The Spanish Jennet described by Berenger as “docile and affectionate to man yet full of spirit and courage” deserved the highest praise from the Duke of Newcastle in ‘A New Method and Extraordinary Invention to Dress Horse’ (1667):
‘If well-chosen, is the noblest horse in the world…the most beautiful that can be, for he is not so thin and lady-like as the Barb, nor so gross as the Neapolitan. He is of great spirit and of great courage and docile, hath the proudest walk, the proudest trot and the best action in his trot; the loftiest gallop, the swiftest careers and is the most loving and gentlest horse and fittest of all for a King in the day of Triumph…much more intelligent than even the best Italian horses, and for that reason the easiest dressed, because they observe too much with their eyes, and their memories are too good.
They made “absolutely the best stallions in the world to breed horses for War, Ménage, Ambling pad-horses, and for running horses.”

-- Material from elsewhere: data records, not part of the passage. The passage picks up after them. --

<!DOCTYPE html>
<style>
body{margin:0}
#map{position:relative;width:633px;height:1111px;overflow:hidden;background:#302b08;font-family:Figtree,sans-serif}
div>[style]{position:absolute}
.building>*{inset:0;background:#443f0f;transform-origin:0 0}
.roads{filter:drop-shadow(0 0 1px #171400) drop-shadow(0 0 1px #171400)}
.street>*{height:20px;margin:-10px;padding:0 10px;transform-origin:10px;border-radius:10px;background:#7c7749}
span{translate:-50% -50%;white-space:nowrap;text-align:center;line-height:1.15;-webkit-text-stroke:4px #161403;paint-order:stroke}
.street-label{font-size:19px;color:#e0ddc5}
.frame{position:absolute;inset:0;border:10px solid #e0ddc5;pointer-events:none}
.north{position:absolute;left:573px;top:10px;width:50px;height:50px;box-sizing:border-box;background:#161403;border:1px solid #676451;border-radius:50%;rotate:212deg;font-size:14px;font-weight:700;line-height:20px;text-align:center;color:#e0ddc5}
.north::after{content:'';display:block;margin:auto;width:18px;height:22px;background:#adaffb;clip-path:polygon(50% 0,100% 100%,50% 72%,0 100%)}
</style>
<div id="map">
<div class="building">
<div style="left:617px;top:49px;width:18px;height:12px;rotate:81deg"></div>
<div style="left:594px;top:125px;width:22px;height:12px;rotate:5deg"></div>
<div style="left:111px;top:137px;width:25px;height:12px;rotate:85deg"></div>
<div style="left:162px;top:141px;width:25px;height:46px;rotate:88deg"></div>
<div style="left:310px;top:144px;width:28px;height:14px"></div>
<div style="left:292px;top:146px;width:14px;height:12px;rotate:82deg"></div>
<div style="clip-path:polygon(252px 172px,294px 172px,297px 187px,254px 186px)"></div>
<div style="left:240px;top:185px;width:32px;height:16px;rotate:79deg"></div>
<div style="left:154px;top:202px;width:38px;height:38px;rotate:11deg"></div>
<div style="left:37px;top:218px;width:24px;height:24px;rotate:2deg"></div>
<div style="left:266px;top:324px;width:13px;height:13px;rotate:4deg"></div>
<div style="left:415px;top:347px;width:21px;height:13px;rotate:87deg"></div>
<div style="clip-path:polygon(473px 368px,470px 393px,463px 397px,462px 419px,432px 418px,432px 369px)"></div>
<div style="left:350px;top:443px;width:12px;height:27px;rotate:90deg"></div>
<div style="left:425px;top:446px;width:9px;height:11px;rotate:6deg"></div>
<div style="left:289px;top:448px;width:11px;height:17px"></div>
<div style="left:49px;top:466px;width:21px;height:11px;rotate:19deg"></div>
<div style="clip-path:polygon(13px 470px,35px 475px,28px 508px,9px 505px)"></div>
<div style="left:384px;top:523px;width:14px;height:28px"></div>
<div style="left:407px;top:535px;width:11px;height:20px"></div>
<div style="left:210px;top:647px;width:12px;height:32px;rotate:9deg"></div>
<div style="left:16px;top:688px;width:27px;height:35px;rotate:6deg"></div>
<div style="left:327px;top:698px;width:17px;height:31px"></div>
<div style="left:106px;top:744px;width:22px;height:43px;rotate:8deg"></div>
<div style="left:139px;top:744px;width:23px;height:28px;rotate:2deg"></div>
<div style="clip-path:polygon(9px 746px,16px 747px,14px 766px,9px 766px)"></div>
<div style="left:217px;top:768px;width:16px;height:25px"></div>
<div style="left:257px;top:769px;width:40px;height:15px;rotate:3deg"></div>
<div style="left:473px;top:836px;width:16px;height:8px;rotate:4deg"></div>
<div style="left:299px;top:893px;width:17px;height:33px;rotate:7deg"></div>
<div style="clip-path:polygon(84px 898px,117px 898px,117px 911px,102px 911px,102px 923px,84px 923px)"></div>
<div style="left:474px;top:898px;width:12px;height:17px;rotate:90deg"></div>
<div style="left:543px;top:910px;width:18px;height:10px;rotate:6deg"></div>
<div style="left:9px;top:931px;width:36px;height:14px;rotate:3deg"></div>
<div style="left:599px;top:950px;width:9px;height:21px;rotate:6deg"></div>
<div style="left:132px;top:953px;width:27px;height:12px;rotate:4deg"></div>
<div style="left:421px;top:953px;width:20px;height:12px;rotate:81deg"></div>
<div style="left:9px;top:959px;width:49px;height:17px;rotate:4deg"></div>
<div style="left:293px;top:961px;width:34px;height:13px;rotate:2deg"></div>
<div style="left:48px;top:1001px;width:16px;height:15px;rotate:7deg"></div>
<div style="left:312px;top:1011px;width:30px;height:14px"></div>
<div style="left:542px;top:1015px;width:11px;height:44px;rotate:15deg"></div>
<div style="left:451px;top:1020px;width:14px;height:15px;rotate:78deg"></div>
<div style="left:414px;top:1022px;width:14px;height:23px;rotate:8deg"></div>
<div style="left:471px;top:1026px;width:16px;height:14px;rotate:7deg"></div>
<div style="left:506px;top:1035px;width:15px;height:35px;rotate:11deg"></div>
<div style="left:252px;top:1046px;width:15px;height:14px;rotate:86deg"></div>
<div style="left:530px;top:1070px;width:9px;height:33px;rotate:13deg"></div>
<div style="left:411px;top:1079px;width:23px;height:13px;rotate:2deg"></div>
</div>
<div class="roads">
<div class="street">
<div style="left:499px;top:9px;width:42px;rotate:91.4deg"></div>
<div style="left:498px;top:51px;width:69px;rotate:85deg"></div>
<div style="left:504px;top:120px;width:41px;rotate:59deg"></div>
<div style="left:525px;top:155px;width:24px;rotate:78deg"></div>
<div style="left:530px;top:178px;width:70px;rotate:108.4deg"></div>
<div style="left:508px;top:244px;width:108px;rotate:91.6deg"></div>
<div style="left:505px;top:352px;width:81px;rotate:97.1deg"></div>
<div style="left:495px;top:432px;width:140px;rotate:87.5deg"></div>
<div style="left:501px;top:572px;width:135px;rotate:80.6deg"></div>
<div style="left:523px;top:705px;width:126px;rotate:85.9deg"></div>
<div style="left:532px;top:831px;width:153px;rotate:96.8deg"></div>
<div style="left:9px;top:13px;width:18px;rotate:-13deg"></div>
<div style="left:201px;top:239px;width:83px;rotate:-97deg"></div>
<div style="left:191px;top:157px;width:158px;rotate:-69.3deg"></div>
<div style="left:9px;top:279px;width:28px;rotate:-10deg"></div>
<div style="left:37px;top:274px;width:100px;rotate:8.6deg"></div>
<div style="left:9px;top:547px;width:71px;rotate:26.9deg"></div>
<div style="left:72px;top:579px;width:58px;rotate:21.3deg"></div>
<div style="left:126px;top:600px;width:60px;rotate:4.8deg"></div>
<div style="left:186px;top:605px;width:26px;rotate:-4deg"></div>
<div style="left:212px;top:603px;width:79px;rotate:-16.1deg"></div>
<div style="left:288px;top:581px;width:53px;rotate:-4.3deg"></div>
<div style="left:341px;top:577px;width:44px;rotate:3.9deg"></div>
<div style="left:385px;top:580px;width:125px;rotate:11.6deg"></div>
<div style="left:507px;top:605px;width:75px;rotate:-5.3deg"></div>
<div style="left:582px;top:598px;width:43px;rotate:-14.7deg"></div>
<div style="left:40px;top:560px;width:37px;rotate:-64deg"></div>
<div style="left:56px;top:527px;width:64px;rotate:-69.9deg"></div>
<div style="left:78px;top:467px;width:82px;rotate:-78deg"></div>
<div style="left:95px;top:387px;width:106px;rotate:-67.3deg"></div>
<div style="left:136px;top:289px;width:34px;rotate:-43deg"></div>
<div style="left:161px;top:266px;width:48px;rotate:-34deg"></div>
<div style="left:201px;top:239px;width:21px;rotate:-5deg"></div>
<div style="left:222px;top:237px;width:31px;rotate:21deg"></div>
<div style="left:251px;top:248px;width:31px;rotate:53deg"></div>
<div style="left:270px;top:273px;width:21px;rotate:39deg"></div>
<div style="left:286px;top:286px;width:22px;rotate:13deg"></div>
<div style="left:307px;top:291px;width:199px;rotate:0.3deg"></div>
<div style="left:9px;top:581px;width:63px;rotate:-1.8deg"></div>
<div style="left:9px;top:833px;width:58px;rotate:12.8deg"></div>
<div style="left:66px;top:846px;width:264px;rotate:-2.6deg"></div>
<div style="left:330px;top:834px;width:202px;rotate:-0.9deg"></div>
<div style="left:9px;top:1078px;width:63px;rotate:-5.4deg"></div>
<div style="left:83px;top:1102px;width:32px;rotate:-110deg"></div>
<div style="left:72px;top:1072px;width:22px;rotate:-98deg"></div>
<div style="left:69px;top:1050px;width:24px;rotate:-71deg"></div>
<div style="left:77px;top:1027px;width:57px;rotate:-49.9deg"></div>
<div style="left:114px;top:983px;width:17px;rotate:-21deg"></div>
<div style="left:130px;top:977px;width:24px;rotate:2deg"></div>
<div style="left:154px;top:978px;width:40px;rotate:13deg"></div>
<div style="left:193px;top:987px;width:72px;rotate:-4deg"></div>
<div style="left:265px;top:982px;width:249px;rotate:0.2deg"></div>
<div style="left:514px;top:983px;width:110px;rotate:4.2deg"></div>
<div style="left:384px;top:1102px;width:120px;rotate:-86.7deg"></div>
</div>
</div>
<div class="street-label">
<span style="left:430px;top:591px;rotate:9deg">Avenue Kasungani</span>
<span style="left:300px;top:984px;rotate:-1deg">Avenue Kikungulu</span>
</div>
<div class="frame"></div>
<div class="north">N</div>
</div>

The best Spanish Jennets were bred in the Spanish Royal Stud at Cordova and are supposed to descend from the Barb stallion called ‘The Cusman” and Andalusian mares.
Later, the Spanish horses degenerated considerably, except the Andalusian breed, which goes back to the Middle Ages and carries much Arabian and Bard blood, and which in the past provided a large proportion of army remounts. Today the most important stud in Spain is at Jerez, where are bred ‘warm-blood’ horses.